On Sunday 13 January 2013 00:15:23 Vicente J. Botet Escriba wrote:
Le 12/01/13 19:50, Andrey Semashev a écrit :
On January 12, 2013 9:57:22 PM "Vicente J. Botet Escriba"
<vicente.botet@wanadoo.fr> wrote:
Andrey, the provided patch goes too far for what I was expecting. You have made a lot of changes, C++11 interface has not been preserved, and I'm not sure the algorithm is the same.
The algorithm is different for sure. What exactly do you mean by C++11 interface? Does C++11 have call_once? The only C++11 thing I saw was the once_flag definition which gave no apparent benefits.
C++11 defines the following interface. There is no STD_ONCE_INIT initializer.

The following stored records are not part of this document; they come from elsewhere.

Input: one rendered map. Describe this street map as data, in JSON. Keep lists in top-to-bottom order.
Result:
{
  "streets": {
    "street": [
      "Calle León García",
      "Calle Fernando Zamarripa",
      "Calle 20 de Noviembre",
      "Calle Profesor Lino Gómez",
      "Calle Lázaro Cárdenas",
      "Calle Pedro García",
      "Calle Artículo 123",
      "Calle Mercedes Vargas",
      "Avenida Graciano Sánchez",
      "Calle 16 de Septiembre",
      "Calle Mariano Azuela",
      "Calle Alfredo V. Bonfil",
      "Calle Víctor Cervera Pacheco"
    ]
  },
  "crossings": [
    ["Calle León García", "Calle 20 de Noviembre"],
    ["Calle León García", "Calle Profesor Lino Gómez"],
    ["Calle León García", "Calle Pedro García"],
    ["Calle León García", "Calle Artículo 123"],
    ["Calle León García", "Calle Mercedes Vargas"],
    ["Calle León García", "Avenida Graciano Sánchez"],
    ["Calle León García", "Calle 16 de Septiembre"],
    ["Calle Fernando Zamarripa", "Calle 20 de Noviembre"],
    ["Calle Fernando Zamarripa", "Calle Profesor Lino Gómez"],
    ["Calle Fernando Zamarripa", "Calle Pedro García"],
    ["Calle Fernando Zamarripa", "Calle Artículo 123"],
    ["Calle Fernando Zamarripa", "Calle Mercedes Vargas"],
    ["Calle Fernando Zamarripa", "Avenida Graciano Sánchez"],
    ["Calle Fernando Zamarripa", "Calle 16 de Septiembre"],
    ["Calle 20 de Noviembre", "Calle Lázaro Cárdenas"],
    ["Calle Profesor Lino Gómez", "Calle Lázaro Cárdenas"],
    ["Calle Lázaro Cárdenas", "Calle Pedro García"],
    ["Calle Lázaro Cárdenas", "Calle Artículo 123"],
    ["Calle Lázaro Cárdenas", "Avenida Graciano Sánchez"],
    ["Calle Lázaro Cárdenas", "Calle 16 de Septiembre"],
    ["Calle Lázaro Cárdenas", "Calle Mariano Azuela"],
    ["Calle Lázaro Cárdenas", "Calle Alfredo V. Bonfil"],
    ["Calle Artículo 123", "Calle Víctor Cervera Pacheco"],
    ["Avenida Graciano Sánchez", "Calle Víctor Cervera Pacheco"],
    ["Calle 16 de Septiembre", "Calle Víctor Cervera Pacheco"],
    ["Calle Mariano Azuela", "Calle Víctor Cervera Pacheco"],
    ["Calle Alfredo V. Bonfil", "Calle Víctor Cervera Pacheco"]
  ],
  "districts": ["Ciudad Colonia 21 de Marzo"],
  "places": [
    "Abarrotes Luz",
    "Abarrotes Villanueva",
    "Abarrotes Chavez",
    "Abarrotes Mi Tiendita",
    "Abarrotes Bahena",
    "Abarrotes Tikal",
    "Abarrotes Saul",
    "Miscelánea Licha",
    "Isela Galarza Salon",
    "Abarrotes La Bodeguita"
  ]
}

struct once_flag { constexpr once_flag() noexcept; once_flag(const once_flag&) = delete; once_flag& operator=(const once_flag&) = delete; }; template<class Callable, class ...Args> void call_once(once_flag& flag, Callable func, Args&&... args);
Could this once_flag be implemented using the trick you used to mask the atomic dependency on the header file?
Hmm, I didn't know the standard defined call_once. It is possible to define once_flag as defined by the standard. But the previous implementation seem incorrect to me. once_flag *must* be either POD or have a constexpr default constructor while the previous code (as well as the code in win32/once.hpp) uses BOOST_CONSTEXPR which can be empty. BOOST_THREAD_PROVIDES_ONCE_CXX11 macro doesn't depend on constexpr or noexcept availability so it can't be used to enable C++11 implementation. So in order to implement C++11 interface there has to be a macro that depends on both constexpr or noexcept availability. Then the once_flag definition should use constexpr and noexcept unconditionally.